GIVEN DATA START
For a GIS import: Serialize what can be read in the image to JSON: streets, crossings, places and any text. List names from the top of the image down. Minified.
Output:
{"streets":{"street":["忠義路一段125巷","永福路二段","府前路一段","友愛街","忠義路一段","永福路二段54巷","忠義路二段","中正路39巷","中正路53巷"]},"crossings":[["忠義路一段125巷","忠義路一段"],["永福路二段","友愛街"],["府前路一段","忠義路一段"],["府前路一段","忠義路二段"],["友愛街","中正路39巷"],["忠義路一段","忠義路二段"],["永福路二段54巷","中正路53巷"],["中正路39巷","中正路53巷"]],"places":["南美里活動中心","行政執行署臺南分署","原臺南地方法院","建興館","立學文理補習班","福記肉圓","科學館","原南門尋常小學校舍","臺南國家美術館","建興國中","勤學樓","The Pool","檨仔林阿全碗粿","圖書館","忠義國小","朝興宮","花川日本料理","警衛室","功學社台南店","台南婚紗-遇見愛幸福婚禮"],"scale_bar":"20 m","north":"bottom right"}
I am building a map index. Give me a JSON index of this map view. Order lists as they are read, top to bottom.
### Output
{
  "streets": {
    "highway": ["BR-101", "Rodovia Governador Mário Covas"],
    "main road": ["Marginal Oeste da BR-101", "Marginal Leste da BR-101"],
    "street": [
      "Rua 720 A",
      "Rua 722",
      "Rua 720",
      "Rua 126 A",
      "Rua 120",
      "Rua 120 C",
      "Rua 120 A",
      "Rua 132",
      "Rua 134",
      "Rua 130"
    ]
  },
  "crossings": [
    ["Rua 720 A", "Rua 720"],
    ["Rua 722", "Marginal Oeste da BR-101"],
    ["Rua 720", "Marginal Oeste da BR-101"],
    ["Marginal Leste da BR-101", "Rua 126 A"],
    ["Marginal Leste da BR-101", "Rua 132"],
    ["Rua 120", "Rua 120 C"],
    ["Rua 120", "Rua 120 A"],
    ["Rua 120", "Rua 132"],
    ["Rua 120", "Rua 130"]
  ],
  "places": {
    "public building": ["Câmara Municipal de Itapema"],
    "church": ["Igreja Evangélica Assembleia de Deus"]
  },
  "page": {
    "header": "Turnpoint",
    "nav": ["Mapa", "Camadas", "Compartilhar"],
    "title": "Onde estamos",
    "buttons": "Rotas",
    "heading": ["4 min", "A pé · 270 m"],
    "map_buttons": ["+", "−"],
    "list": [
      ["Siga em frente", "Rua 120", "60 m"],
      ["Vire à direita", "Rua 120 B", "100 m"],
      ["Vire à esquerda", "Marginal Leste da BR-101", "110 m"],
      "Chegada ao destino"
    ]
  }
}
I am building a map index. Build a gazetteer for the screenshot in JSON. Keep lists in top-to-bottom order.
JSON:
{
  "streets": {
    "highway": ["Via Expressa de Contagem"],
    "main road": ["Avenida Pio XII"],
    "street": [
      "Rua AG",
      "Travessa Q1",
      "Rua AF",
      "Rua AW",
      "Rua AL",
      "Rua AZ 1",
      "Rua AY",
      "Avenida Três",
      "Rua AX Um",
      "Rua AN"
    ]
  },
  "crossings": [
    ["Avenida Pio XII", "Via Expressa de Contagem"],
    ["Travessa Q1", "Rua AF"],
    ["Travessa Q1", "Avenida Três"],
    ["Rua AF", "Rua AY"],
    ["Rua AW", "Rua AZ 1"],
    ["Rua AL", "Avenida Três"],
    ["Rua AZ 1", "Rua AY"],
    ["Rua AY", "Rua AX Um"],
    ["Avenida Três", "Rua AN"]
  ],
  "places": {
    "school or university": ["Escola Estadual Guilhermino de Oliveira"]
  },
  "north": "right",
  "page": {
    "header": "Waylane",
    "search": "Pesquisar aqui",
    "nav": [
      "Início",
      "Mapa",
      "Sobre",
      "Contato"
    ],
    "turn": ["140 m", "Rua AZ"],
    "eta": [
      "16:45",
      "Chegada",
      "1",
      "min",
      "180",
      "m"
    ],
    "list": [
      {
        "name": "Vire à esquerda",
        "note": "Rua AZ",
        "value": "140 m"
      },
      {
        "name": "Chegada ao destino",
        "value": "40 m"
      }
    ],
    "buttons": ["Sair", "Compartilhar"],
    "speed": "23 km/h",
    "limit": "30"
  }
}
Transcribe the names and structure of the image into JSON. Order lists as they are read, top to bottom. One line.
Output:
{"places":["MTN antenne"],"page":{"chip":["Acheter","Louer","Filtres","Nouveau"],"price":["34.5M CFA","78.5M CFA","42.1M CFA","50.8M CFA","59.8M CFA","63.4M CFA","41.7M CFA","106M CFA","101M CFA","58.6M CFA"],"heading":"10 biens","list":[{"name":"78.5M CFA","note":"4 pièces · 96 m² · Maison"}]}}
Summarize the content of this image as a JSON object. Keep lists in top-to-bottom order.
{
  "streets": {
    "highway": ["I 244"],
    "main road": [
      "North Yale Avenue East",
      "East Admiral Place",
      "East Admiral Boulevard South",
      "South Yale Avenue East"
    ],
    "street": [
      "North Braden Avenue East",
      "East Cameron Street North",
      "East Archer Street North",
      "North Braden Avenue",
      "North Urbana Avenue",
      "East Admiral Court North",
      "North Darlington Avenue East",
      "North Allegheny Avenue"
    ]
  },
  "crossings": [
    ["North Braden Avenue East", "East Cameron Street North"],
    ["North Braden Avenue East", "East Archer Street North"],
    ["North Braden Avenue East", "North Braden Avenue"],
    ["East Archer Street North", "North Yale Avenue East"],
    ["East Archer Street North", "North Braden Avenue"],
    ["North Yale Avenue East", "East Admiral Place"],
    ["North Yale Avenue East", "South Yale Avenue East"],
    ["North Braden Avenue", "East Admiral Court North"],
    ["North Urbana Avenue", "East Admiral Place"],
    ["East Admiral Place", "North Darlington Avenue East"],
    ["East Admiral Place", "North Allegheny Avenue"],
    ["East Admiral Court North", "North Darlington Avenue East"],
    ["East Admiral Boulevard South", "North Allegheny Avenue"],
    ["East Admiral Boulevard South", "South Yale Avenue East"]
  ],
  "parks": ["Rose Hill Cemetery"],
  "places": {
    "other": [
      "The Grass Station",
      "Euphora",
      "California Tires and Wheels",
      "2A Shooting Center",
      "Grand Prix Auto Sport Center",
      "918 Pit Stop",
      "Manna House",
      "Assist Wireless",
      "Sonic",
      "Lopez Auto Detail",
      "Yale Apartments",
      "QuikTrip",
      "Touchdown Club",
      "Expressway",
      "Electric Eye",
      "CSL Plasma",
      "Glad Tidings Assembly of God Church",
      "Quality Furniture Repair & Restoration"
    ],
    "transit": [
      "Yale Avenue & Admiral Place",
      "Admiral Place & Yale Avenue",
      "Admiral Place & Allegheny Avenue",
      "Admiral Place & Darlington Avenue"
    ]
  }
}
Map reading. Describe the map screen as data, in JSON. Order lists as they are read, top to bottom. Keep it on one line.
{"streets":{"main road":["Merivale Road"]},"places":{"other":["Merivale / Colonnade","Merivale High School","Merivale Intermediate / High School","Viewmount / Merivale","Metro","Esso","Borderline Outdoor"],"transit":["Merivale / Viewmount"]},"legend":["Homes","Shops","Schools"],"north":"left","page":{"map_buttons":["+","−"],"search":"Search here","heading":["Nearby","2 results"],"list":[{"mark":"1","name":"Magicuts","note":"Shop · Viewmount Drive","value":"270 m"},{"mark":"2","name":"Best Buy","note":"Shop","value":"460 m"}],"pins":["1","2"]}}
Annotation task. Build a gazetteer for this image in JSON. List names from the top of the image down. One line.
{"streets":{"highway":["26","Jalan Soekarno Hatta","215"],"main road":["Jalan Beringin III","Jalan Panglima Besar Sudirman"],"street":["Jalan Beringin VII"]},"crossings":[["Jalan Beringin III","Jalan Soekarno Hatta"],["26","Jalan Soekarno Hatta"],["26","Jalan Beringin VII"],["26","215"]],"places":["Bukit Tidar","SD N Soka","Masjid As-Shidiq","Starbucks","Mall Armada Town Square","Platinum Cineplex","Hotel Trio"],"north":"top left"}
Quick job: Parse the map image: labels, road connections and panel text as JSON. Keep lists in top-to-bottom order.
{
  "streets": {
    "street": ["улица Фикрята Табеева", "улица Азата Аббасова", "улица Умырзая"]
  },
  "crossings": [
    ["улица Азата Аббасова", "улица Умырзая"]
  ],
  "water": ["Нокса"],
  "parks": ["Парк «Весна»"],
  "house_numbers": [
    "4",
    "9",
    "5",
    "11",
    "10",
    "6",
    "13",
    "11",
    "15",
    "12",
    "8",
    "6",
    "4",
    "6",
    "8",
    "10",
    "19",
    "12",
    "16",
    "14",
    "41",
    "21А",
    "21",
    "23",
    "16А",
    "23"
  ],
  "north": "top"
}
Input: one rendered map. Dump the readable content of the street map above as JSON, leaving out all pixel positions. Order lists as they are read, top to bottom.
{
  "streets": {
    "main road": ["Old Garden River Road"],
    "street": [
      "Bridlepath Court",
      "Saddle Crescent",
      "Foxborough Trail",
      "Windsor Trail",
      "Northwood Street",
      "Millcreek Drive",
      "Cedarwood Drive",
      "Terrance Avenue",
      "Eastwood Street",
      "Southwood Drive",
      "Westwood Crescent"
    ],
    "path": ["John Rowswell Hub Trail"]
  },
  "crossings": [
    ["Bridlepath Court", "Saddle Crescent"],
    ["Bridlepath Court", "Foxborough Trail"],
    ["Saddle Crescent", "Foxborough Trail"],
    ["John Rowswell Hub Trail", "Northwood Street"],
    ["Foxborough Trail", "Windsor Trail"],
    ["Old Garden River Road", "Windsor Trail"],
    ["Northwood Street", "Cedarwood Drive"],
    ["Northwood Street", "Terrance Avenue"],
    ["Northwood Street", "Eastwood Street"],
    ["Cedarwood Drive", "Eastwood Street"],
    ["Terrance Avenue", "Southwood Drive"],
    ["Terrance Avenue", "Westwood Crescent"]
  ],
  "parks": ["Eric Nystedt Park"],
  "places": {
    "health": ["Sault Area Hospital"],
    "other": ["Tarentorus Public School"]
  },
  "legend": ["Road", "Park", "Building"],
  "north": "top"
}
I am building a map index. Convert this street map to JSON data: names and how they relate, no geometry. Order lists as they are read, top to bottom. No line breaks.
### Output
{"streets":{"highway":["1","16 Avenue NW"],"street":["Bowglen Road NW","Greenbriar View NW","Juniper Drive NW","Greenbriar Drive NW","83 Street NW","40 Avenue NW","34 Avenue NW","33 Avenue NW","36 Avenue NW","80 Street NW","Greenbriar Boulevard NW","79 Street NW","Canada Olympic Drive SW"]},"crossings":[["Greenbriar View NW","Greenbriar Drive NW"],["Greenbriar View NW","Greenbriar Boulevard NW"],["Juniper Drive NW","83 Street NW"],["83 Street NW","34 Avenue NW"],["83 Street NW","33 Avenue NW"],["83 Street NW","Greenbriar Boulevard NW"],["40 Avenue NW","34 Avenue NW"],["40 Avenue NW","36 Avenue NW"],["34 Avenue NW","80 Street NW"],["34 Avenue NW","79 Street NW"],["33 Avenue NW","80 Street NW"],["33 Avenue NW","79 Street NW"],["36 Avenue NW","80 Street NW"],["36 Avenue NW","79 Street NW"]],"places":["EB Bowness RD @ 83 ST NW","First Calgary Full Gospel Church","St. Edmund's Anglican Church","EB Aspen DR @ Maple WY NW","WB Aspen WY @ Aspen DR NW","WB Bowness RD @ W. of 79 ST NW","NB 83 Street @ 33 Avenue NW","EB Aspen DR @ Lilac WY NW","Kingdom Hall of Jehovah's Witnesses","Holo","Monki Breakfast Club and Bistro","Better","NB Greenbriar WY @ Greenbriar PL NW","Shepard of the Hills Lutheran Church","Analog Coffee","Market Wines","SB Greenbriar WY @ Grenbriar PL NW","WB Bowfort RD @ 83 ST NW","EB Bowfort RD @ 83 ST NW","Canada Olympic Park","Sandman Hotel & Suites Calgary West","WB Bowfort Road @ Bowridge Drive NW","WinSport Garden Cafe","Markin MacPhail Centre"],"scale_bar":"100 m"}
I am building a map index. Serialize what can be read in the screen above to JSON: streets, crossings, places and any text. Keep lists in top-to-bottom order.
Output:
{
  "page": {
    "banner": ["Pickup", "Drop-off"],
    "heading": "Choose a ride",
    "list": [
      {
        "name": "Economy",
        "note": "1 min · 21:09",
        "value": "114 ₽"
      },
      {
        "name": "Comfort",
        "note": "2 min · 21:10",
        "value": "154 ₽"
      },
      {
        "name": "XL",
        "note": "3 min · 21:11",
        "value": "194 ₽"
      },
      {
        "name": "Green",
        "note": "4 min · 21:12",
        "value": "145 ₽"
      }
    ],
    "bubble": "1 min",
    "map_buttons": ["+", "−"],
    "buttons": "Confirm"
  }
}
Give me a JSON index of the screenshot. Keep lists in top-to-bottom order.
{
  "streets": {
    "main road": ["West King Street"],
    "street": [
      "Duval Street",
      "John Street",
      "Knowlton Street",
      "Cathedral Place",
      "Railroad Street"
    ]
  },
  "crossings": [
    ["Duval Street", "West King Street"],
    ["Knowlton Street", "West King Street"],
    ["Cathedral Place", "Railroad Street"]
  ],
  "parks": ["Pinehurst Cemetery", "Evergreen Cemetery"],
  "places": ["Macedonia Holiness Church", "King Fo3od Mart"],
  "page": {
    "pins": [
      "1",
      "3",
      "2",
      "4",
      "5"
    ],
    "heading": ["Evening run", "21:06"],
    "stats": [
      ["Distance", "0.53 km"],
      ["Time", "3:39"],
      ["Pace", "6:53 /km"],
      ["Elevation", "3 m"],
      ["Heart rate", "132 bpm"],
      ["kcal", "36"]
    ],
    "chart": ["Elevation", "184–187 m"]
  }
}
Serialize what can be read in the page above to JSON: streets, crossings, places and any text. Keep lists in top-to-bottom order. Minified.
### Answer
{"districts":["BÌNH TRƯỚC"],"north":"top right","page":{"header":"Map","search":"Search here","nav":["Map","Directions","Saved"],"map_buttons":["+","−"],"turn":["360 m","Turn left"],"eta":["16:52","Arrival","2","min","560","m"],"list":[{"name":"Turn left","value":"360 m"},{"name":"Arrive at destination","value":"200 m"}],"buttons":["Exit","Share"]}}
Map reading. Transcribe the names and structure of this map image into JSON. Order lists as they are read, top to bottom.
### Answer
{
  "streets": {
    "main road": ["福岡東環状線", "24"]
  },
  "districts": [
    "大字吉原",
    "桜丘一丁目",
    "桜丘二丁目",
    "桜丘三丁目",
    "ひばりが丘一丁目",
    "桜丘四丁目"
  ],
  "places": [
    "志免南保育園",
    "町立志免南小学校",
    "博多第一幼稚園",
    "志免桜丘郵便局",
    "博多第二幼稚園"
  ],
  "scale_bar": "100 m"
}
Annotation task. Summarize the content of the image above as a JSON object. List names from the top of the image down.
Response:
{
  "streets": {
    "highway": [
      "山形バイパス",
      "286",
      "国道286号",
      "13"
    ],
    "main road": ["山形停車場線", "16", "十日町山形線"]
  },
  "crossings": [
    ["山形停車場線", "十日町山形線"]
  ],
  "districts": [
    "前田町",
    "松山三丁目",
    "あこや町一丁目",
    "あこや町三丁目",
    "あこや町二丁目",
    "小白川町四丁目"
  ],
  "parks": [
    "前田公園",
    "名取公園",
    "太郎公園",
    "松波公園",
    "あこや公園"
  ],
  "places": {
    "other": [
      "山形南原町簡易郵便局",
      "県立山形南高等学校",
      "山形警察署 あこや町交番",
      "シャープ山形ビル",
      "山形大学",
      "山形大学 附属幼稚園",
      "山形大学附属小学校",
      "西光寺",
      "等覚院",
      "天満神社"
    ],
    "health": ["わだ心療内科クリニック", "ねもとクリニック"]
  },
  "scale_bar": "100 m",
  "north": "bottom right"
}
GIVEN DATA END
• **WHAT YOU WILL DO**
Report the lines above that contain "Bridlepath".

• **ANSWER TO THE EXERCISE**
      "Bridlepath Court",
    ["Bridlepath Court", "Saddle Crescent"],
    ["Bridlepath Court", "Foxborough Trail"],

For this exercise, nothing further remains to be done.